[[ INFORMATION GIVEN, beginning ]]

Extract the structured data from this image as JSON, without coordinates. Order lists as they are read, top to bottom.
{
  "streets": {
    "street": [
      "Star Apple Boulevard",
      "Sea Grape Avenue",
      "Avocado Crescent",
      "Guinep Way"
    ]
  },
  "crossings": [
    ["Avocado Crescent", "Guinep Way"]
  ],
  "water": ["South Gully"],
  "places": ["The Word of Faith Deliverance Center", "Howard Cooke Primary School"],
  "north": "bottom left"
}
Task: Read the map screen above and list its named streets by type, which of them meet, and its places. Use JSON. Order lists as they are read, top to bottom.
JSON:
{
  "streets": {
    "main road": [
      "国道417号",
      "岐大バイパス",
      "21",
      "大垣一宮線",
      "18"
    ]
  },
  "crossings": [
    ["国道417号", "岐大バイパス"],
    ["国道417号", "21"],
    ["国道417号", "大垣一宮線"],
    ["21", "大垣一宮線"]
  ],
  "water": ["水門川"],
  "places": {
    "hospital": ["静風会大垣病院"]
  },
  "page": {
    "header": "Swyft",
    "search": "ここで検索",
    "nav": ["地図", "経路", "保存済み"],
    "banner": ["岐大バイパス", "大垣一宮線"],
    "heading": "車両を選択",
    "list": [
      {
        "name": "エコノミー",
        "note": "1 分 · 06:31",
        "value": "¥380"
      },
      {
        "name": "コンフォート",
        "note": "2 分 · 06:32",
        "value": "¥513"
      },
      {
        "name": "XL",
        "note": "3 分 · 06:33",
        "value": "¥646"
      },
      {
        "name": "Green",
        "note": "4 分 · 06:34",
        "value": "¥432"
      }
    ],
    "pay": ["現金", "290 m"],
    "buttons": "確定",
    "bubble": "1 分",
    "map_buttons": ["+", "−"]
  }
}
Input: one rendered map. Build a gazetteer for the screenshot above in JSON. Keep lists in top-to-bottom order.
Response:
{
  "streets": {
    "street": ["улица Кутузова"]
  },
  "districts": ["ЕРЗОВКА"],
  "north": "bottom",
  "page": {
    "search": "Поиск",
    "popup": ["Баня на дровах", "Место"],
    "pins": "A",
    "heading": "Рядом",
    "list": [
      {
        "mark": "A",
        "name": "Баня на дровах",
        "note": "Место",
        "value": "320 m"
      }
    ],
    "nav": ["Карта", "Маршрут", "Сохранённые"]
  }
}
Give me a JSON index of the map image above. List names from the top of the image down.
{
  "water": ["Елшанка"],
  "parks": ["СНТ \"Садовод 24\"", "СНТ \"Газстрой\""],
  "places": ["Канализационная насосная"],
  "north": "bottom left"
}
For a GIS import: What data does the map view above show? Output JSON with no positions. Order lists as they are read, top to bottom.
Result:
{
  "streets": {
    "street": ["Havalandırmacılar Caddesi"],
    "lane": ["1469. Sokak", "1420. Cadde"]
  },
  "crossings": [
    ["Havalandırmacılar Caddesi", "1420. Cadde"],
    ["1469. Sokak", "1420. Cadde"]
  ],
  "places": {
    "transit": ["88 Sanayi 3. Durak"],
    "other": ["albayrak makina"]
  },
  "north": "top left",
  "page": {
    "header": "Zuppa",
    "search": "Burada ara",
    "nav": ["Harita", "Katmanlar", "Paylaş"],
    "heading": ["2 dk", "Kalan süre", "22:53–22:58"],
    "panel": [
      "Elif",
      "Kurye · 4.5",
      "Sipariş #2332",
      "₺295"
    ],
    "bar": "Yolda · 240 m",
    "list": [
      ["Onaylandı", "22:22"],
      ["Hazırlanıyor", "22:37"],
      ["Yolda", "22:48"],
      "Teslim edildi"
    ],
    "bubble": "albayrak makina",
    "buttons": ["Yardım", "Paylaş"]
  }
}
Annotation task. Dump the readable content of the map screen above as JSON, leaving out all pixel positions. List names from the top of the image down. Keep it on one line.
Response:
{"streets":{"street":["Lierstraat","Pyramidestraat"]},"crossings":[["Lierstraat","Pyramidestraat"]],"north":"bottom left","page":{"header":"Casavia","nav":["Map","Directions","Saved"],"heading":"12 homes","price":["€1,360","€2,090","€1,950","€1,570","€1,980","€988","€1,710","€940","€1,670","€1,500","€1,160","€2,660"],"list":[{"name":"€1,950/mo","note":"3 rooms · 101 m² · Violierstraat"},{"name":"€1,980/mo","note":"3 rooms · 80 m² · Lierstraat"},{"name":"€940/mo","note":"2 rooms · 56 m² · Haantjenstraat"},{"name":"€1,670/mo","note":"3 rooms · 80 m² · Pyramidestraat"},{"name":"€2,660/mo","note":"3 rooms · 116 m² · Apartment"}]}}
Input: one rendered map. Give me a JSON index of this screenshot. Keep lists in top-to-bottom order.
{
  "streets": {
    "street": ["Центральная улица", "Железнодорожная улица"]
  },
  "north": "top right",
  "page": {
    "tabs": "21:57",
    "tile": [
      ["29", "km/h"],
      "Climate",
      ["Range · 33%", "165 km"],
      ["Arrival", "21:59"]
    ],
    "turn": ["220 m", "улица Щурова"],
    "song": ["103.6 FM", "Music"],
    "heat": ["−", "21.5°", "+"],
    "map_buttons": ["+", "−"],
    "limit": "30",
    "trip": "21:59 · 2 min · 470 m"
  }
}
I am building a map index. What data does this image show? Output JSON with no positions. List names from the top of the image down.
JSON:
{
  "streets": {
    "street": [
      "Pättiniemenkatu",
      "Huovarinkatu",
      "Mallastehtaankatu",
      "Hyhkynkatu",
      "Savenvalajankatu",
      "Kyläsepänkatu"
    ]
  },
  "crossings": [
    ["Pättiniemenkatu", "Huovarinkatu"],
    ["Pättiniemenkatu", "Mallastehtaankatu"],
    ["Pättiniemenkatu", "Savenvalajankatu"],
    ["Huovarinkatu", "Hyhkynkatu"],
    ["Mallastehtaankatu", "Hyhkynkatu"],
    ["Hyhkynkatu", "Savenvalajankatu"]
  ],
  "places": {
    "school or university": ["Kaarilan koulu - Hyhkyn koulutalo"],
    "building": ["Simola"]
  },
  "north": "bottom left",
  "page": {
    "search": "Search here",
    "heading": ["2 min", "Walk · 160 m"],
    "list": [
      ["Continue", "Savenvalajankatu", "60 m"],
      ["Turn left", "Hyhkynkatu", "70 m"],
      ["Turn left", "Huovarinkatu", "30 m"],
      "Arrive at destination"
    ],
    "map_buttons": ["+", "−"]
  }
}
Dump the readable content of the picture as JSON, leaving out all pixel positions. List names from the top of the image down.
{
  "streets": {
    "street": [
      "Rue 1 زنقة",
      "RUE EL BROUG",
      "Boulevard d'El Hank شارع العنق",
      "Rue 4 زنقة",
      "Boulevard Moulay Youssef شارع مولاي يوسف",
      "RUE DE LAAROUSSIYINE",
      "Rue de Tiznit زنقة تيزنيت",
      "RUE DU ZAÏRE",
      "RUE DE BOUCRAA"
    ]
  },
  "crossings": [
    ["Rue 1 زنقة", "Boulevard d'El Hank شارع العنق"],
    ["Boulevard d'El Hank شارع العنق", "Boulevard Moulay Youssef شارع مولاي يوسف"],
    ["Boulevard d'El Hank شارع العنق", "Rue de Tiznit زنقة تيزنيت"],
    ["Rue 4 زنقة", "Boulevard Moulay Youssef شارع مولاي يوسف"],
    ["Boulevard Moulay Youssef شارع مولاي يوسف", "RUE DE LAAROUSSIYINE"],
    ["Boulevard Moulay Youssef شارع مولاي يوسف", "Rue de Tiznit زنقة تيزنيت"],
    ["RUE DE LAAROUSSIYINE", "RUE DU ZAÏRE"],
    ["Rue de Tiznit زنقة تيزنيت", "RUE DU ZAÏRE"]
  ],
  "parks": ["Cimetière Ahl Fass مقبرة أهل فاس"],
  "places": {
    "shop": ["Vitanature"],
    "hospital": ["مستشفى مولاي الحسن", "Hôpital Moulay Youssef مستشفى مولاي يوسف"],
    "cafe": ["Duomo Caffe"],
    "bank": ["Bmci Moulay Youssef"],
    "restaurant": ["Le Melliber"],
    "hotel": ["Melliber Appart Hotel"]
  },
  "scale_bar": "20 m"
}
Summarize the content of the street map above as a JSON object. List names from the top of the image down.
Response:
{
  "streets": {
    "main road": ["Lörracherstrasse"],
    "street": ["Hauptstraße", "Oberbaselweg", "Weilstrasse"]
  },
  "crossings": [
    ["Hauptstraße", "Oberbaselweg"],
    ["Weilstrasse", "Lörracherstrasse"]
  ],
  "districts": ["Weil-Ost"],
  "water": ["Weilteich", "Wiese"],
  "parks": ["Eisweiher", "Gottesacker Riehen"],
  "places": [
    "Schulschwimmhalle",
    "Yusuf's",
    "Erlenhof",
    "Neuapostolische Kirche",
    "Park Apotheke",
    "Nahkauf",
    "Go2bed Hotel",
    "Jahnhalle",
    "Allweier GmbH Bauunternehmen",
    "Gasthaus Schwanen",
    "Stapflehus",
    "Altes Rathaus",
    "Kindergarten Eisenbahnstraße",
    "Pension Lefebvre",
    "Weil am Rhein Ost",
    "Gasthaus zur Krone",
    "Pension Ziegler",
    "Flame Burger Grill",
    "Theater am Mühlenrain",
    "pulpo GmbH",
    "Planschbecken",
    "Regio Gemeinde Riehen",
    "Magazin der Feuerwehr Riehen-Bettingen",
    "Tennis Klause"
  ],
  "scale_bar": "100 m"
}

[[ INFORMATION GIVEN, end ]]

- TASK PROMPT:
All that is wanted is a faithful reproduction of the line above with "Give me a JSON index of the", the line with "For a GIS import: What", and every line in between.

- EXERCISE SOLUTION:
Give me a JSON index of the map image above. List names from the top of the image down.
{
  "water": ["Елшанка"],
  "parks": ["СНТ \"Садовод 24\"", "СНТ \"Газстрой\""],
  "places": ["Канализационная насосная"],
  "north": "bottom left"
}
For a GIS import: What data does the map view above show? Output JSON with no positions. Order lists as they are read, top to bottom.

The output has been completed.